In the window, prints and a copper hunting horn.
On top of the shelves. One buteo buteo (common buzzard) wings outstretched. A pair of brass oil lamps with glass shades and funnels and a pair of decorated edwardian chamber pots. Another buteo buteo perched over the entrance to the back room. A mason's ironware vase, another vase with flower decorations by my milliner grandmother, a set of encyclopedia britannica and a pink and black deco clock.

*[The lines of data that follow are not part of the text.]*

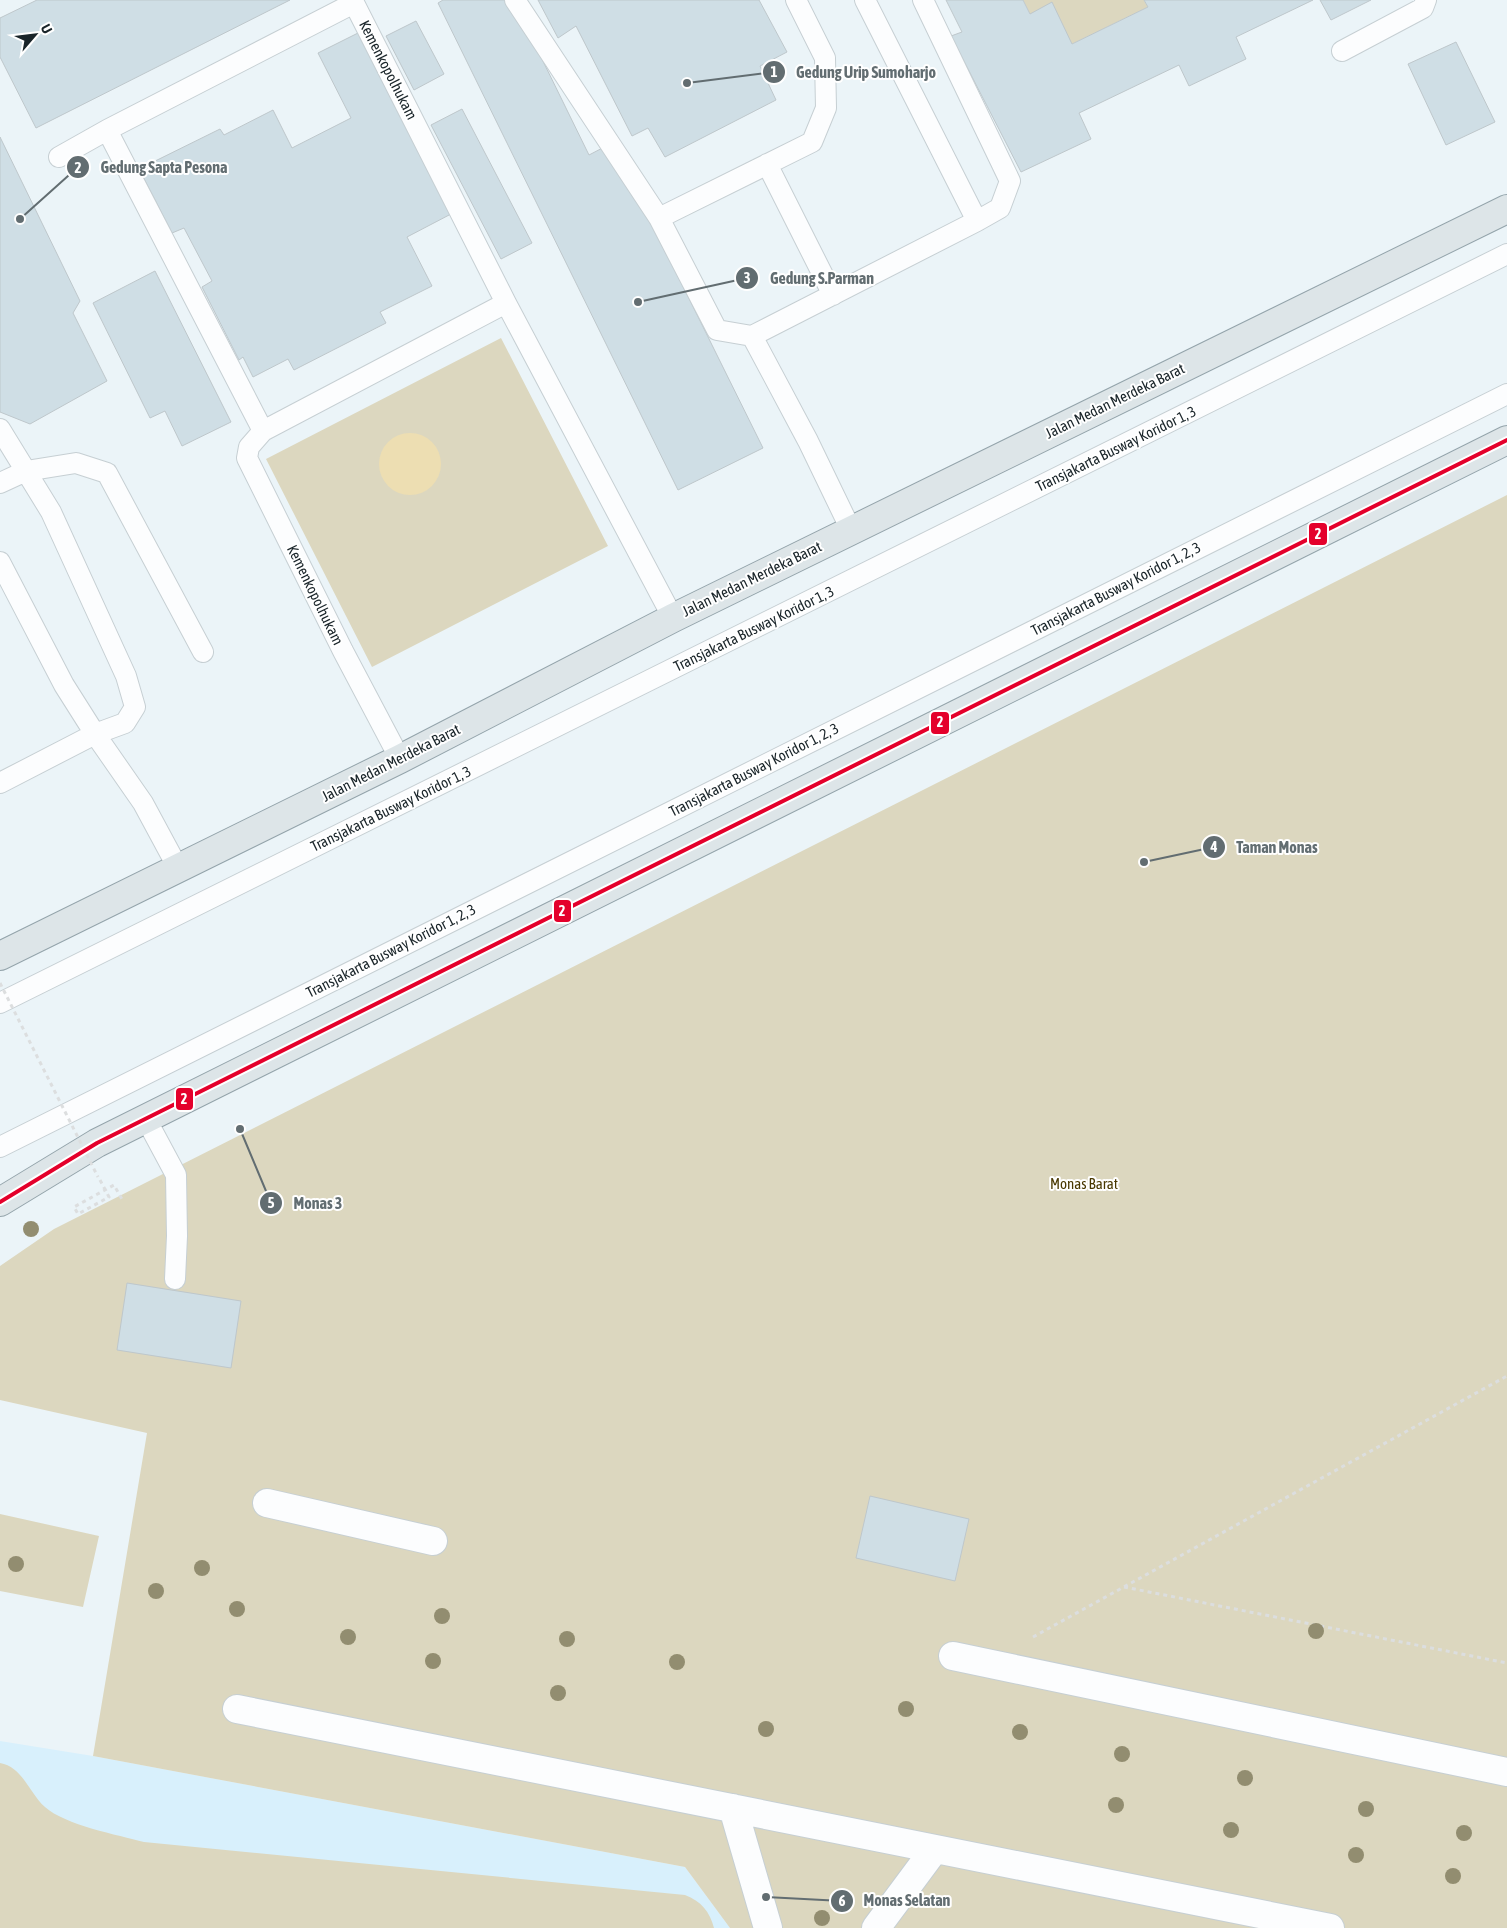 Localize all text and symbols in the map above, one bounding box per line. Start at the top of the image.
north arrow [10,10,60,60]
street label: Kemenkopolhukam [356,17,421,122]
text: U [37,21,55,36]
callout: Gedung Urip Sumoharjo [761,57,947,88]
text: 1 [770,63,778,80]
text: Gedung Urip Sumoharjo [796,63,936,81]
callout: Gedung Sapta Pesona [66,152,238,183]
text: Gedung Sapta Pesona [100,158,228,176]
text: 2 [74,159,82,176]
callout: Gedung S.Parman [735,262,884,293]
text: 3 [743,269,751,286]
text: Gedung S.Parman [770,269,874,287]
street label: Jalan Medan Merdeka Barat [1042,359,1187,442]
street label: Transjakarta Busway Koridor 1, 3 [1033,402,1199,495]
line badge: 2 [1308,522,1328,546]
text: 2 [1315,526,1322,542]
street label: Jalan Medan Merdeka Barat [679,537,824,620]
street label: Transjakarta Busway Koridor 1, 2, 3 [1028,538,1203,639]
street label: Kemenkopolhukam [284,542,347,648]
street label: Transjakarta Busway Koridor 1, 3 [671,582,837,675]
line badge: 2 [930,711,950,735]
text: 2 [937,714,944,730]
street label: Transjakarta Busway Koridor 1, 2, 3 [666,719,841,820]
street label: Jalan Medan Merdeka Barat [319,720,463,805]
street label: Transjakarta Busway Koridor 1, 3 [308,762,474,855]
callout: Taman Monas [1202,831,1328,862]
text: 4 [1209,838,1218,855]
text: Taman Monas [1236,838,1318,856]
line badge: 2 [553,899,572,923]
street label: Transjakarta Busway Koridor 1, 2, 3 [303,900,478,1001]
text: 2 [559,903,566,919]
line badge: 2 [175,1087,194,1111]
text: 2 [181,1091,188,1107]
park label: Monas Barat [1050,1175,1118,1192]
callout: Monas 3 [258,1188,352,1219]
text: 5 [267,1194,275,1211]
text: Monas 3 [294,1194,342,1212]
callout: Monas Selatan [829,1885,961,1916]
text: Monas Selatan [864,1891,951,1909]
text: 6 [838,1892,846,1909]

In the book / display cabinet opposite.An early art deco clock with dancing figures and an art nouveau bronze vase and a pottery pumpkin. A brass krishna,an art nouveau print, two victorian serving plates, a small studio teapot, a 19thC bicycle light, some repro scrimshaw, a staffordshire flatback and a strawberry shaped candle, for some reason or other. And a 19thC print, an 18thC chinese plate and other assorted pottery, a flat iron,a stoppered glass bottle, a brownie camera and a brick sized hunk of polished labradorite. And a bubblegum dispenser, an irridescent glass bowl,small deco teapot and cup,a printers block with the imprint of IT magazine, a jar of spectacles, a top hat with chess pieces inside, a photo book of the shop, various prints and a large b/w photo of the old me with a twenty year old blonde girl slung over his shoulder.
In the cabinet by the door a large plastic wonderfully kitsch figure of lakshmi with light and a fountain built in, and a printers metal photo of Beckett.

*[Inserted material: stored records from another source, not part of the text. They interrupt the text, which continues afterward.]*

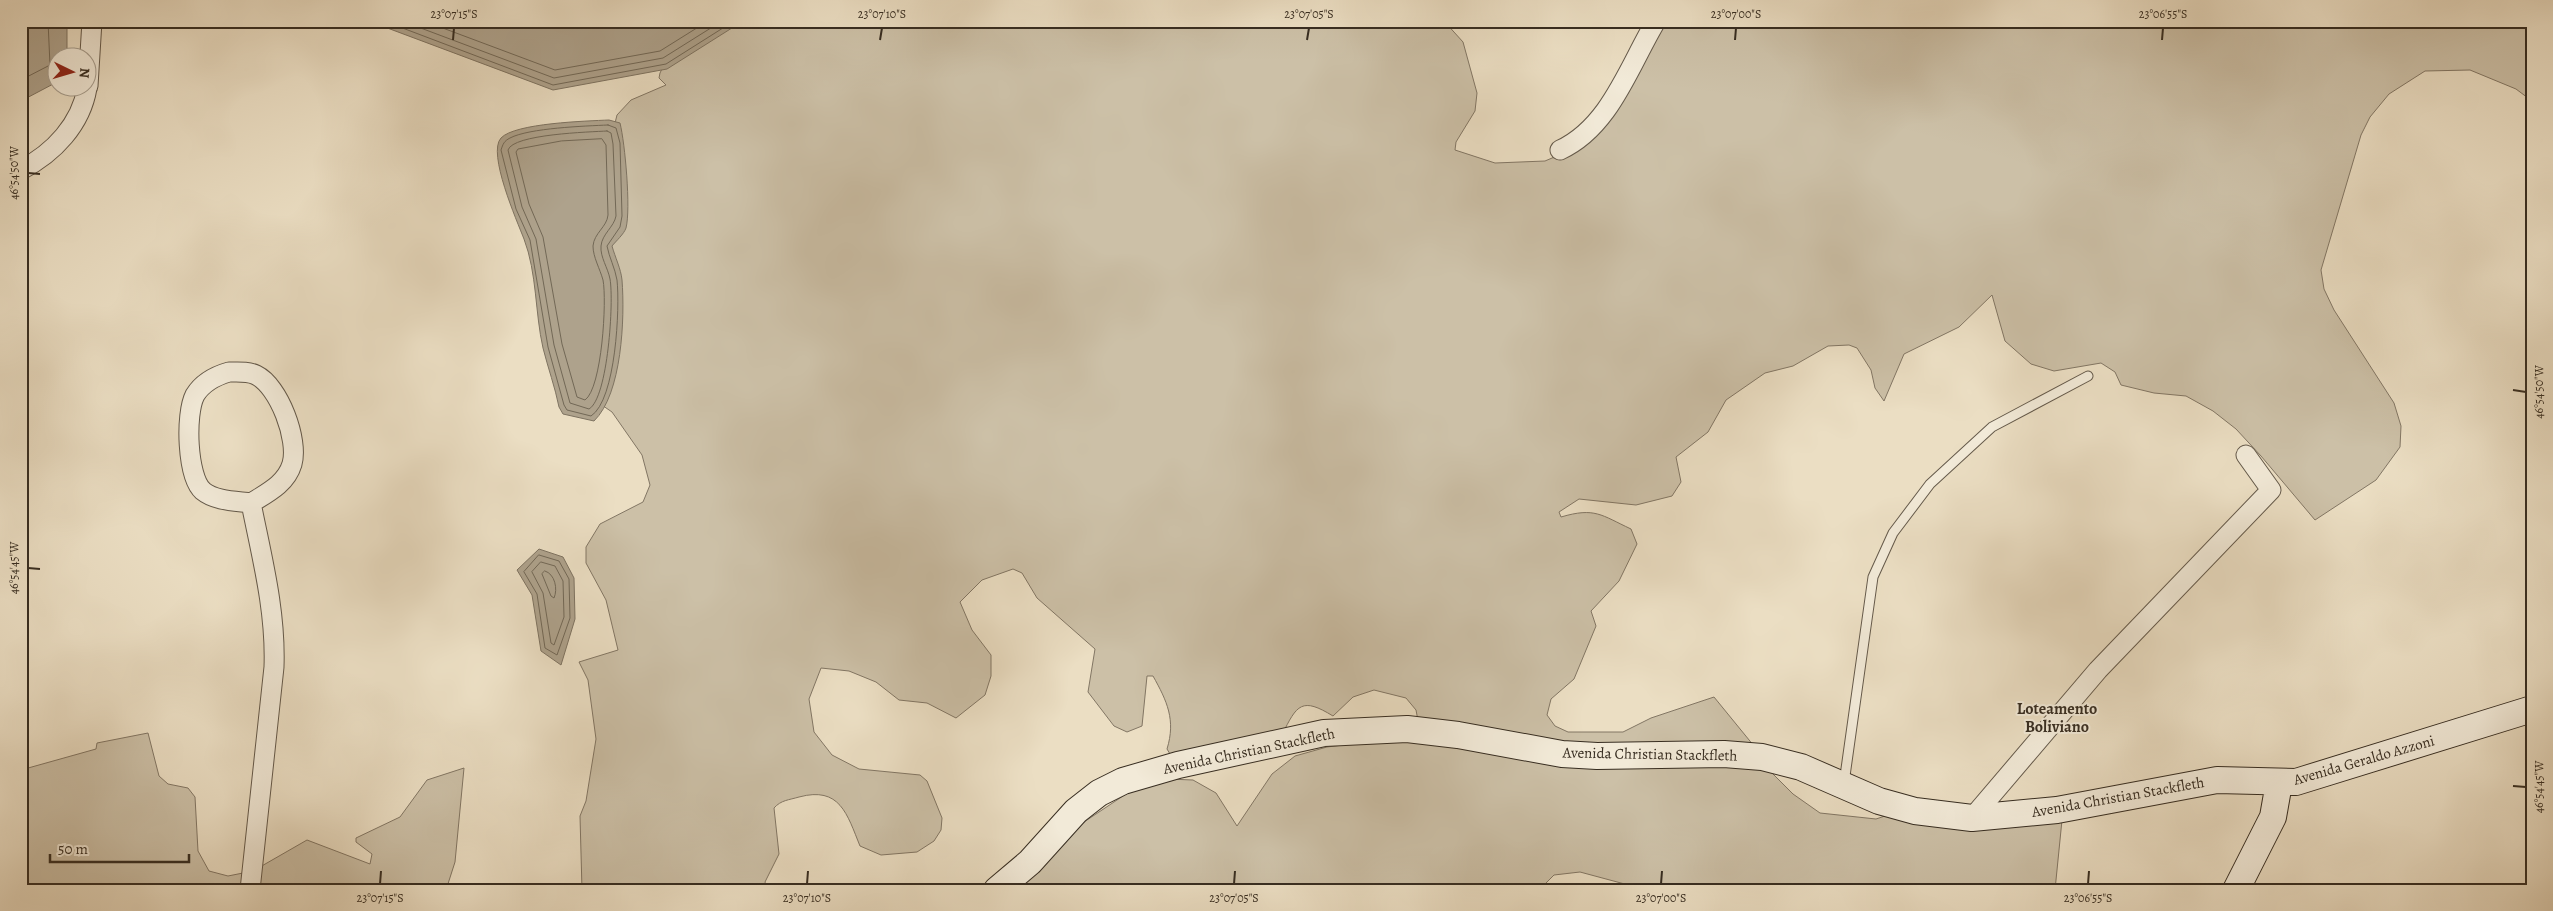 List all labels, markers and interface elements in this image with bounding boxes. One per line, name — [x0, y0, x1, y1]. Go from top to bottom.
text: 23°07'15"S — [430, 6, 478, 22]
text: 23°07'10"S — [858, 6, 906, 22]
text: 23°07'05"S — [1284, 6, 1334, 22]
text: 23°07'00"S — [1711, 6, 1761, 22]
text: 23°06'55"S — [2139, 6, 2187, 22]
north arrow — [48, 48, 98, 98]
text: N — [75, 67, 94, 79]
text: 46°54'50"W — [6, 145, 22, 200]
text: 46°54'50"W — [2531, 364, 2547, 419]
text: 46°54'45"W — [6, 541, 22, 594]
district label: Loteamento Boliviano — [2017, 698, 2097, 738]
street label: Avenida Christian Stackfleth — [1160, 723, 1337, 779]
street label: Avenida Geraldo Azzoni — [2290, 730, 2437, 790]
street label: Avenida Christian Stackfleth — [1561, 742, 1738, 766]
text: 46°54'45"W — [2531, 760, 2547, 813]
street label: Avenida Christian Stackfleth — [2029, 772, 2206, 822]
scale bar — [50, 831, 189, 863]
text: 50 m — [58, 839, 88, 859]
text: 23°07'15"S — [356, 890, 404, 906]
text: 23°07'10"S — [783, 890, 831, 906]
text: 23°07'05"S — [1209, 890, 1259, 906]
text: 23°07'00"S — [1636, 890, 1686, 906]
text: 23°06'55"S — [2064, 890, 2112, 906]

On the wall by the stairs behind my desk a number of pages from an already broken 19thC book on the history of illustrated manuscripts framed in plain glass.
Centre a large copper light fitting,early edwardian with torchere and lots of glass beading.

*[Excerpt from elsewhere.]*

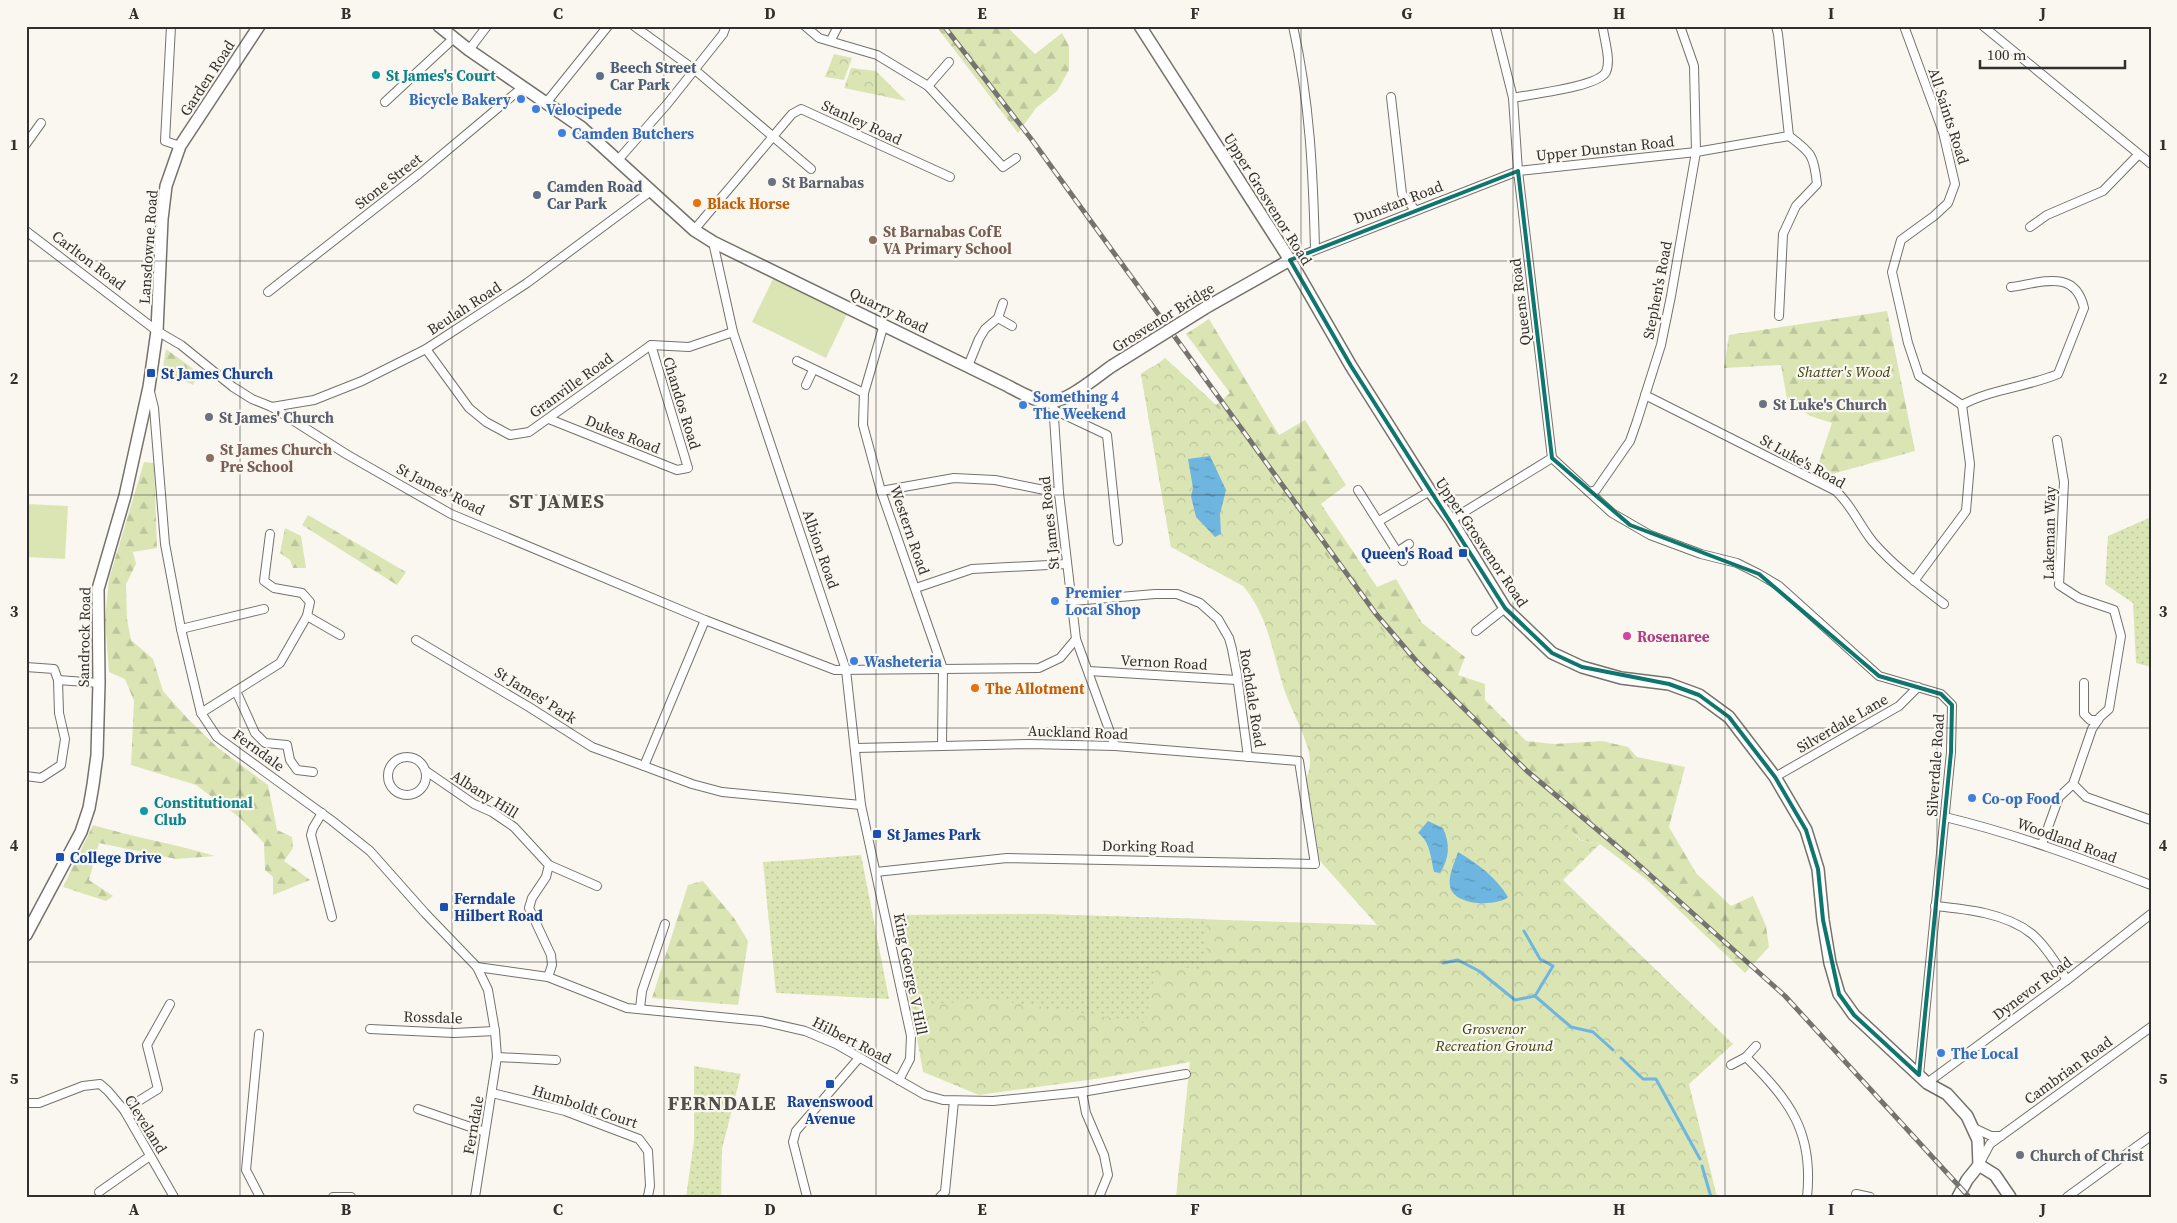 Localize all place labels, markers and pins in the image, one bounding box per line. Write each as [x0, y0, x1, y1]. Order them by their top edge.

And then there are the books, the shelves, and the furniture I helped design, all in blues and reds and circus regency style.
Thats the front room of the shop,a haunt of my narrative memory.
So every day I can choose to see these bright ghosts it conjures around me.Finding the labradorite at the pavilion at hanovers world fair, getting the bicycle lamp from a little antique shop near Theresienstadt concentration camp on the way to Prague, being given the krishna by my second wife, buying the flatback from a small country auction,the blonde girl and I lovers of a sort and central figures in a photo book project, and so many others.On the other hand most come with memories of that different time when I was a rather different animal. That doesn't greatly trouble me now, but it's at a remove. When I remember now, memory has far more sensory details going back all my life, not just the last 4 years. Most of the objects now come with their own more detailed scenarios of purchase or reminders of other lives to this. But with those times before 4 years, it's kind of distanced, phantasmagoric, because I no longer have that much connection with the guy I was. Like looking through someone elses magic lantern eyes.*
By now there's a similar effect about the first year or so too, back in the early stages of transition. Looking back, from my lofty 16 year old self, on that awesome 10 year old I was that my hopes and desires are still founded on.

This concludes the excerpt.